[Resolved] GPU on Fluent

Daveo643 · February 16, 2015, 16:23

For context, for nearly two years I've been trying to figure out whether Fluent can exploit a GPU to speed up CFD calculations. More specifically, there are literature of "officially supported" GPU cards since V14.5; what I wanted to know is whether GPUs not specifically on the list would also work. When I first sought out an answer to this question, I was on V14.5 and made a move to V15. Just recently V16 has been released and via a training course I got to use it.

I can verify that V16 DOES make use of my GPU, an Nvidia GTX580M (GF114M) on my Alienware M17X-R3 (Core-i7 2760QM, 16GB RAM).

For reference, here are some past threads discussing this subject:
http://www.cfd-online.com/Forums/flu...nt-14-5-a.html
http://www.cfd-online.com/Forums/flu...15-0-gpus.html
http://www.cfd-online.com/Forums/flu...-gpu-mode.html
http://www.cfd-online.com/Forums/flu...nt-14-5-a.html

The catch is, to exploit the CPU, you MUST use the pressure-based Coupled pressure-velocity solver. Using the Simple coupling will not work. I have neither tried other pressure-velocity coupling methods, nor have I tried any of the density-based solvers.

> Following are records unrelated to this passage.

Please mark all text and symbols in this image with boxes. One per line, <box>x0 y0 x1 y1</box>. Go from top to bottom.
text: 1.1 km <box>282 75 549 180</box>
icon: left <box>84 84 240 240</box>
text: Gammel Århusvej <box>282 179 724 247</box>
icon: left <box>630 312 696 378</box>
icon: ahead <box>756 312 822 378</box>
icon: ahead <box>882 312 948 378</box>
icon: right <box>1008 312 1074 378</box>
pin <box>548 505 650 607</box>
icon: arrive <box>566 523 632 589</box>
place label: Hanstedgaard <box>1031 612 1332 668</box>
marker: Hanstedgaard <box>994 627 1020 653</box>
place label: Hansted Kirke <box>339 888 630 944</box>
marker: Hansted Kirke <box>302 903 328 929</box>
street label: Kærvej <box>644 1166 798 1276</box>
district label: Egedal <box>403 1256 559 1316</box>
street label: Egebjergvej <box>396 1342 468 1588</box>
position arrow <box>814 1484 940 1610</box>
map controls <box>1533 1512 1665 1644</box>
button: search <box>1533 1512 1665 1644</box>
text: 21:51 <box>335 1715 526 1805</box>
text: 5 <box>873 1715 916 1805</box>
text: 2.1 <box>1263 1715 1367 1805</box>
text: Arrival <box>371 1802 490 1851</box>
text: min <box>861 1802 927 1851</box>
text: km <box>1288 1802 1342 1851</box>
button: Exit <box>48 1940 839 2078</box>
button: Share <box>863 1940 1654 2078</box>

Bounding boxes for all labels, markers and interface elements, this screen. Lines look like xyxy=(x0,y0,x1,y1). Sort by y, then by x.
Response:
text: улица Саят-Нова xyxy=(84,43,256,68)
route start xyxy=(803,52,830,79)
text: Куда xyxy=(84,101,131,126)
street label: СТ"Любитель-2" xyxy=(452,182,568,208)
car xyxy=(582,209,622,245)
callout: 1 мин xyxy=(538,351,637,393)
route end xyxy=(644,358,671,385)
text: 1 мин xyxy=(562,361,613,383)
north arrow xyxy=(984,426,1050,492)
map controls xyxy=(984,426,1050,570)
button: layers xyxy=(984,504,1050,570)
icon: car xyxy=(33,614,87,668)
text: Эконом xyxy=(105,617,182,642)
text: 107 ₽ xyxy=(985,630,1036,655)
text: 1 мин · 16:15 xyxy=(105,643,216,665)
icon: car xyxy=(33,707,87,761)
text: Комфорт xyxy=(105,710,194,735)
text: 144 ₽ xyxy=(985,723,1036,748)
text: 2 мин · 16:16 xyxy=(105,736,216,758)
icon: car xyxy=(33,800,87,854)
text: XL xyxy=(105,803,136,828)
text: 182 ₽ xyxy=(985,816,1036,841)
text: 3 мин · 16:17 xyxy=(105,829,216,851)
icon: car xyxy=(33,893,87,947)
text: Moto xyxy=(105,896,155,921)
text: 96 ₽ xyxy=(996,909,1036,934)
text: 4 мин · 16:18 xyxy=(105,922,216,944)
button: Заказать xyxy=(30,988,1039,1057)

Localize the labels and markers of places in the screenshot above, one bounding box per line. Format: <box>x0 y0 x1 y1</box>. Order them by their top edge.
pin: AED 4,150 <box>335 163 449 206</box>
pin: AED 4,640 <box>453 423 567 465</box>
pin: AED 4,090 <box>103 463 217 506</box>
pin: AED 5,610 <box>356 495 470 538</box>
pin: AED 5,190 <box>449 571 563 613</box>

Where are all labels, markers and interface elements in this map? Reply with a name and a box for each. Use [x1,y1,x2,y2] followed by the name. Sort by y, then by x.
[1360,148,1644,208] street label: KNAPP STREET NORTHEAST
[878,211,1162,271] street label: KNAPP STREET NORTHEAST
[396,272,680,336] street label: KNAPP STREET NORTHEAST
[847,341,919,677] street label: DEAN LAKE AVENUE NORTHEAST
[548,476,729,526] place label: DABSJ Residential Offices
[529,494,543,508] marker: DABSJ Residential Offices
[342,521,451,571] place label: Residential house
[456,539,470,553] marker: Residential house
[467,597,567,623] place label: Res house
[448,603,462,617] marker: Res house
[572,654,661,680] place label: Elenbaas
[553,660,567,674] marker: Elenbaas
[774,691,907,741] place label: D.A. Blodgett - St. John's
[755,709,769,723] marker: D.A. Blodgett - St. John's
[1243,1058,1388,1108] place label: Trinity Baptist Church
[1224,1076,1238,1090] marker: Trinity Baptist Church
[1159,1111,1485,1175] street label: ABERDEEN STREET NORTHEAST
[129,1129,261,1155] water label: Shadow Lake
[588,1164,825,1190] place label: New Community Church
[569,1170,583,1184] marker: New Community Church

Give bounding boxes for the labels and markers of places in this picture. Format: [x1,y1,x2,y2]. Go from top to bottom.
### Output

Unfortunately, with this combination, the solving times with the GPU enabled are actually HIGHER than without in every investigated case - disappointing indeed. I suspect that the old GPU architecture and slow transfers between the CPU and GPU -- my laptop uses a PCIe v2.0 x16 (5.0 Gb/s) connection -- might be the culprit.

The following are results from running /parallel/timer/usage to perform 50 iterations of a single timestep in a transient internal combustion engine model with realizable k-epsilon. Some details of the model used is below and can additionally be seen in the screenshots.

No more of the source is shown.